> [Task goal]
Search the material for the string "cover", then return every line where it is found.

──────── Data under study

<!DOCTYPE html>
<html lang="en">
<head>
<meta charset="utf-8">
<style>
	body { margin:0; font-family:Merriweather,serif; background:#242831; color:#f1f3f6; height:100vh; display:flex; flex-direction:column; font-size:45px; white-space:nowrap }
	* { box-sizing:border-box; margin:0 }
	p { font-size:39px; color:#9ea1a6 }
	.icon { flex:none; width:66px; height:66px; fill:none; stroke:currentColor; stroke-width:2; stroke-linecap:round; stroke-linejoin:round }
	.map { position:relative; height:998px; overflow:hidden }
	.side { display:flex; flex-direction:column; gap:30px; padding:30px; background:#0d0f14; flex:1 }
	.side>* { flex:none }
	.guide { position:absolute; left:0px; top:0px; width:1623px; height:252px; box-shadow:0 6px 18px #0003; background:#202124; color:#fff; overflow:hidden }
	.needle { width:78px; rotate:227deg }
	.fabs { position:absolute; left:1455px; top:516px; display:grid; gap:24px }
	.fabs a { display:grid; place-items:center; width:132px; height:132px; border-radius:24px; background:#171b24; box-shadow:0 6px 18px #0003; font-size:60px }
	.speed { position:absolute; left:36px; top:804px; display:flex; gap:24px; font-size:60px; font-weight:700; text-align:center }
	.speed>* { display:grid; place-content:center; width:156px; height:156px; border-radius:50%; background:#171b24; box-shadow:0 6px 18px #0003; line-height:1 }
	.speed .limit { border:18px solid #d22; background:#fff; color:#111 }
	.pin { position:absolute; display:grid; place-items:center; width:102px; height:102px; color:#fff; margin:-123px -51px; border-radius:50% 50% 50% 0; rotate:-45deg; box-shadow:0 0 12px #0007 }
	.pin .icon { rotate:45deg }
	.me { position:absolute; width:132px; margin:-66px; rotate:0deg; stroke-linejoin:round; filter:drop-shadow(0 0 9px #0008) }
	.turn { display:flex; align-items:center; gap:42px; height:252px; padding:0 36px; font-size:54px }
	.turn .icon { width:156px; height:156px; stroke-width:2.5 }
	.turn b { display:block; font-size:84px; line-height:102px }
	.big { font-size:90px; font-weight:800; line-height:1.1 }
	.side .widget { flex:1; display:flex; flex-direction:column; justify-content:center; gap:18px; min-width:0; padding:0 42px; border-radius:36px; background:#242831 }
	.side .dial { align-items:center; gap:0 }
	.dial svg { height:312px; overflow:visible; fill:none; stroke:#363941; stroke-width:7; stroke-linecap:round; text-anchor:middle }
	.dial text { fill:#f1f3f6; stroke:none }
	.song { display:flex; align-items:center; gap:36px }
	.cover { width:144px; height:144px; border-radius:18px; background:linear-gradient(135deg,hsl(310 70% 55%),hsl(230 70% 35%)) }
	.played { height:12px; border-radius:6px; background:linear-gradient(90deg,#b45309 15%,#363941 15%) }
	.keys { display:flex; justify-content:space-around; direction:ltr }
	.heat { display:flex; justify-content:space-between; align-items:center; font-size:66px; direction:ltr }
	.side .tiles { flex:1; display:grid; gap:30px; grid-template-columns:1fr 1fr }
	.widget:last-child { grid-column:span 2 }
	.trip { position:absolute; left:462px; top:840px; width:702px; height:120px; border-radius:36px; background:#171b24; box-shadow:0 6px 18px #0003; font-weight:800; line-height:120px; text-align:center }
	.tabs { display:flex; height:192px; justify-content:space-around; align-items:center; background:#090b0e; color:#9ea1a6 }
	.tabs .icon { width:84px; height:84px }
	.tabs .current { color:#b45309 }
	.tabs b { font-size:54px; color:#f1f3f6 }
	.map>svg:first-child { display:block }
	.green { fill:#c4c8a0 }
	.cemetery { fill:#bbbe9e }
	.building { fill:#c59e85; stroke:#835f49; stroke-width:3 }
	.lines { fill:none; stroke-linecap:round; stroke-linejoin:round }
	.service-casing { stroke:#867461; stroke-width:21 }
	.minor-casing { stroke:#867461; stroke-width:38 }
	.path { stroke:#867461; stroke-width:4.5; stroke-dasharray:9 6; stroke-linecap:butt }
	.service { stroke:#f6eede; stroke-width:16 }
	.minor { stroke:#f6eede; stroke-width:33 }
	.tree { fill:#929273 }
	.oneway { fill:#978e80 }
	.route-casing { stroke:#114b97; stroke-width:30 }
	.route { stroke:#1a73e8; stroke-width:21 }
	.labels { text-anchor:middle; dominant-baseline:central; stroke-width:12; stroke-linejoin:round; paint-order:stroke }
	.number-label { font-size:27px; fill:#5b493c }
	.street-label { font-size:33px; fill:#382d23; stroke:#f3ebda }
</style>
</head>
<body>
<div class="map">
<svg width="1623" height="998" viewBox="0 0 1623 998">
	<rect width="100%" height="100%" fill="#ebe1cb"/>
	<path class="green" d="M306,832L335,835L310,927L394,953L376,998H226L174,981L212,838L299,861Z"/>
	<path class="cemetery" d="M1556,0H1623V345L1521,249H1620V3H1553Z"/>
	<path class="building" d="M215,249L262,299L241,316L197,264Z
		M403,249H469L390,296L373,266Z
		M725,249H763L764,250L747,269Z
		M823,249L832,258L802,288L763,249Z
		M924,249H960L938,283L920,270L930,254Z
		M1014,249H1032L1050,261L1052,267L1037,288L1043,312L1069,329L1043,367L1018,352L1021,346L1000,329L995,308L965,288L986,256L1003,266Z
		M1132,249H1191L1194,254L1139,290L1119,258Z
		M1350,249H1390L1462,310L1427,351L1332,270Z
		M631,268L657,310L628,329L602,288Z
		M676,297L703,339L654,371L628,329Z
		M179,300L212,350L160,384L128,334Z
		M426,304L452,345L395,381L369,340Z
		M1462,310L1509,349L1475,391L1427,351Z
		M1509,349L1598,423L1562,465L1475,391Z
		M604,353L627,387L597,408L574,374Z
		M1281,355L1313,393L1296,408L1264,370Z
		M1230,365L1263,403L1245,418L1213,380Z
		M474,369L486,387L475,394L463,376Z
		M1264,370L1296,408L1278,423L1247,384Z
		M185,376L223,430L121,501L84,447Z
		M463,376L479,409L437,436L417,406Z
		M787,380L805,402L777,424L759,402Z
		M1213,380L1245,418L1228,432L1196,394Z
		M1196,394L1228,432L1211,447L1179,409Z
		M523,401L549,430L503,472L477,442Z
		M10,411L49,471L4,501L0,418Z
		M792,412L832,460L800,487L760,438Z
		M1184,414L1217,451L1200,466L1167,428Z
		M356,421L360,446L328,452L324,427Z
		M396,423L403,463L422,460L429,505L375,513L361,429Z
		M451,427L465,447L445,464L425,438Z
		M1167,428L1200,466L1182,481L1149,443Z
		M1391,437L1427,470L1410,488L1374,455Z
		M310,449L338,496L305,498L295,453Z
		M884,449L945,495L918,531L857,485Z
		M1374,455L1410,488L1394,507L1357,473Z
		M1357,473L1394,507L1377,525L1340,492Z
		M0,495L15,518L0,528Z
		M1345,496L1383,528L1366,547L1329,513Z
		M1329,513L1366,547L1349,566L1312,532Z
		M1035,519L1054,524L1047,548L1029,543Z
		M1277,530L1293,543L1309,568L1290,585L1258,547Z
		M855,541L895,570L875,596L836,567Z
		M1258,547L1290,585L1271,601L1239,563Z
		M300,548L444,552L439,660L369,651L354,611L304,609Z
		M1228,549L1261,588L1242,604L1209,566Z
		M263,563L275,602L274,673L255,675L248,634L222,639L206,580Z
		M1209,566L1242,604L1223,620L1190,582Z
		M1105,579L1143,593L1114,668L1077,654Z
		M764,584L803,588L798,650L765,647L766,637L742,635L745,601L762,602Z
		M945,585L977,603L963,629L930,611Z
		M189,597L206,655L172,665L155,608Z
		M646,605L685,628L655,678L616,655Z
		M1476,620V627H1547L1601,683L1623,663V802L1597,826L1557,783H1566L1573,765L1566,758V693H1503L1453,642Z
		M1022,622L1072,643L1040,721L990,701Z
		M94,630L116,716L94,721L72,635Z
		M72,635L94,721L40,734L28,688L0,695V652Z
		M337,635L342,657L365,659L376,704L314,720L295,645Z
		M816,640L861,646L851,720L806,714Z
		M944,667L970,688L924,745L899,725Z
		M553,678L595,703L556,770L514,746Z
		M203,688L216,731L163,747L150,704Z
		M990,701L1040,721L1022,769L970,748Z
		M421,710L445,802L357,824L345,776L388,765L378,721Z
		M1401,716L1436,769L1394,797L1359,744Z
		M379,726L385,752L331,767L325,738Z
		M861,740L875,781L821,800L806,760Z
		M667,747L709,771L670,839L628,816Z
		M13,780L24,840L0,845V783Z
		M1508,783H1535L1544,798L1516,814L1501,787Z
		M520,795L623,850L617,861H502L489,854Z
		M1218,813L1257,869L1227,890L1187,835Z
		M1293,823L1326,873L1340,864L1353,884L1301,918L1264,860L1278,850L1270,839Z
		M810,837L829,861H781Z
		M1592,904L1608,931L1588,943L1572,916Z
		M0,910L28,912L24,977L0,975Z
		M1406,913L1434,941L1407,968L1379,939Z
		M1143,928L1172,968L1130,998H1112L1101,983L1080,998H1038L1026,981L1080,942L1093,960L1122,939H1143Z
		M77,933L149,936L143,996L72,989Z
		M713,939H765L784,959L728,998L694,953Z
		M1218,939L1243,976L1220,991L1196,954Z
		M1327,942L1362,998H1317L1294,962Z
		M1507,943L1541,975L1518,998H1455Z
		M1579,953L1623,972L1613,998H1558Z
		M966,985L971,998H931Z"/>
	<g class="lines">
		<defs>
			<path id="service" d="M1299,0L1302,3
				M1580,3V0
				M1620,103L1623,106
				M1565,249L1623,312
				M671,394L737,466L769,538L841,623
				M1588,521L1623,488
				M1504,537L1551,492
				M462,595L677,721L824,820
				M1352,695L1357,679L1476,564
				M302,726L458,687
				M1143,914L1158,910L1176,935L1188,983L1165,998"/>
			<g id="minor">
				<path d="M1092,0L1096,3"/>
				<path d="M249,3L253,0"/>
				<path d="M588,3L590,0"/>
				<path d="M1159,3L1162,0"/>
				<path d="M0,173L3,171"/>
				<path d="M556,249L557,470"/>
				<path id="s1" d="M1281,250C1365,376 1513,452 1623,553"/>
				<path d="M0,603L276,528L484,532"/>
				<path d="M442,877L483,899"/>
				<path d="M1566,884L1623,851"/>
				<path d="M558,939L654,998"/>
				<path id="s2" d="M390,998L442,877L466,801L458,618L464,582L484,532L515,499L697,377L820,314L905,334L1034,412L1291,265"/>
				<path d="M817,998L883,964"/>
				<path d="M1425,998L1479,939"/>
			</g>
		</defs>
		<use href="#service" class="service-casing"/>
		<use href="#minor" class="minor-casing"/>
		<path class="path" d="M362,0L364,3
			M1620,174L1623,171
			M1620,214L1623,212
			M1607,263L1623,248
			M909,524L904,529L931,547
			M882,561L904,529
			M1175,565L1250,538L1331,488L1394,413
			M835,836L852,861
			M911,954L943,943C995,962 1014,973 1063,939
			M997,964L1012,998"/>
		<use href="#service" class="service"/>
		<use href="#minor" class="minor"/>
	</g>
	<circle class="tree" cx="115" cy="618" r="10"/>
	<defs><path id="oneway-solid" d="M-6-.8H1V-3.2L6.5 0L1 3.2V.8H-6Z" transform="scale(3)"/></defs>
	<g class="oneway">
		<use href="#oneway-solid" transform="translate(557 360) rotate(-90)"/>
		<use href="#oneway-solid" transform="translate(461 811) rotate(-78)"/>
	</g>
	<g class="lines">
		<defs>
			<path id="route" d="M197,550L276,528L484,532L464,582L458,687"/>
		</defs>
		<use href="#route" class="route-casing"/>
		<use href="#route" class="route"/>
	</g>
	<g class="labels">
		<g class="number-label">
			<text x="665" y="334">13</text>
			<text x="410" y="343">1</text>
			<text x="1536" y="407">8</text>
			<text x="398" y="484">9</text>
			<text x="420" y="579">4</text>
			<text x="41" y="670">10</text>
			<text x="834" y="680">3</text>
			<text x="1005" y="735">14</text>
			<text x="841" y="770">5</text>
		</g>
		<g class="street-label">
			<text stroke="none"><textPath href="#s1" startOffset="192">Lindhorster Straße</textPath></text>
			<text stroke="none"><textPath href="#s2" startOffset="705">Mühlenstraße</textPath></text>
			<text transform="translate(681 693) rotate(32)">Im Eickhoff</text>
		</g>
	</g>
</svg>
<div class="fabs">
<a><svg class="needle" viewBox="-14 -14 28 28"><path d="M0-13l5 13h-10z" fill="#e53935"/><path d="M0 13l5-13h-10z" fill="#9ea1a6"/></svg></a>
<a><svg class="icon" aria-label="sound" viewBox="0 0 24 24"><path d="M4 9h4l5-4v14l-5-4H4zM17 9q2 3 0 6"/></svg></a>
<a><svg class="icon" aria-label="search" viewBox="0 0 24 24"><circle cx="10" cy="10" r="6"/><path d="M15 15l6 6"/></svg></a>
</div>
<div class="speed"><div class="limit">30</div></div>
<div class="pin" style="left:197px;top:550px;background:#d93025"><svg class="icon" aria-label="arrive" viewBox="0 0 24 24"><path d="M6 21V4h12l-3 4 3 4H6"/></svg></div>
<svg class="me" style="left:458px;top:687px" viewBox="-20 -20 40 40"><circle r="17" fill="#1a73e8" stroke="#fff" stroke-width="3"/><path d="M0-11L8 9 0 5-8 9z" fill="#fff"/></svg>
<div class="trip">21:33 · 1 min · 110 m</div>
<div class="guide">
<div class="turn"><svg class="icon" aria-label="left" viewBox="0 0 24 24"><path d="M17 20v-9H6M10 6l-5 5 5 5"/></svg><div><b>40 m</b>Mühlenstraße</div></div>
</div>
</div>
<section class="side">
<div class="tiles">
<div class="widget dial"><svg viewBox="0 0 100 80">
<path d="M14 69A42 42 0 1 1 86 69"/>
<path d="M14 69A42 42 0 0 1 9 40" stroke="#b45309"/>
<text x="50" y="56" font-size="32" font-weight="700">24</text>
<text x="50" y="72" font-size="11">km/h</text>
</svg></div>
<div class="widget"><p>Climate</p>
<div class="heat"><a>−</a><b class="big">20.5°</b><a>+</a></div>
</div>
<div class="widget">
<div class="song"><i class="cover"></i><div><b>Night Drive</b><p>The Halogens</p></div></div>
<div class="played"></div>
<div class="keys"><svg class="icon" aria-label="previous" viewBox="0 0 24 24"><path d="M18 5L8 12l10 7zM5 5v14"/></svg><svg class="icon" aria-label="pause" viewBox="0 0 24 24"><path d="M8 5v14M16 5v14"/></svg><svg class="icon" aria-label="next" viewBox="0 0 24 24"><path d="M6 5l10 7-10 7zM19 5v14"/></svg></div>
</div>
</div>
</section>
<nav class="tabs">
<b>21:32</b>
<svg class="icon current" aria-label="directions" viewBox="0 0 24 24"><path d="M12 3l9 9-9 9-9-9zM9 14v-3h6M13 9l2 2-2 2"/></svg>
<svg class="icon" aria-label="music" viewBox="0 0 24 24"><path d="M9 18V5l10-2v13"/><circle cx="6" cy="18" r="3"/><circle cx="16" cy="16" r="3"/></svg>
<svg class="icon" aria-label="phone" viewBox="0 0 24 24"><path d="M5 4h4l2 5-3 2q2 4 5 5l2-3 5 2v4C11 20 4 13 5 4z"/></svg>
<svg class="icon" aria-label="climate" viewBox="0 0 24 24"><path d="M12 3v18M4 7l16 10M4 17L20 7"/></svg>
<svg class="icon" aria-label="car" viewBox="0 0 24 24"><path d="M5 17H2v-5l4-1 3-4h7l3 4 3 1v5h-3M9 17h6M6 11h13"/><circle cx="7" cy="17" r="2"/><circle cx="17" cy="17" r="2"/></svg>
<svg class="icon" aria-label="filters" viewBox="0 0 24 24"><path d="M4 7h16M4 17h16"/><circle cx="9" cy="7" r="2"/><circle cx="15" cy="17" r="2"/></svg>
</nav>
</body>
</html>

────────────────

> [Written reply]
	.cover { width:144px; height:144px; border-radius:18px; background:linear-gradient(135deg,hsl(310 70% 55%),hsl(230 70% 35%)) }
<div class="song"><i class="cover"></i><div><b>Night Drive</b><p>The Halogens</p></div></div>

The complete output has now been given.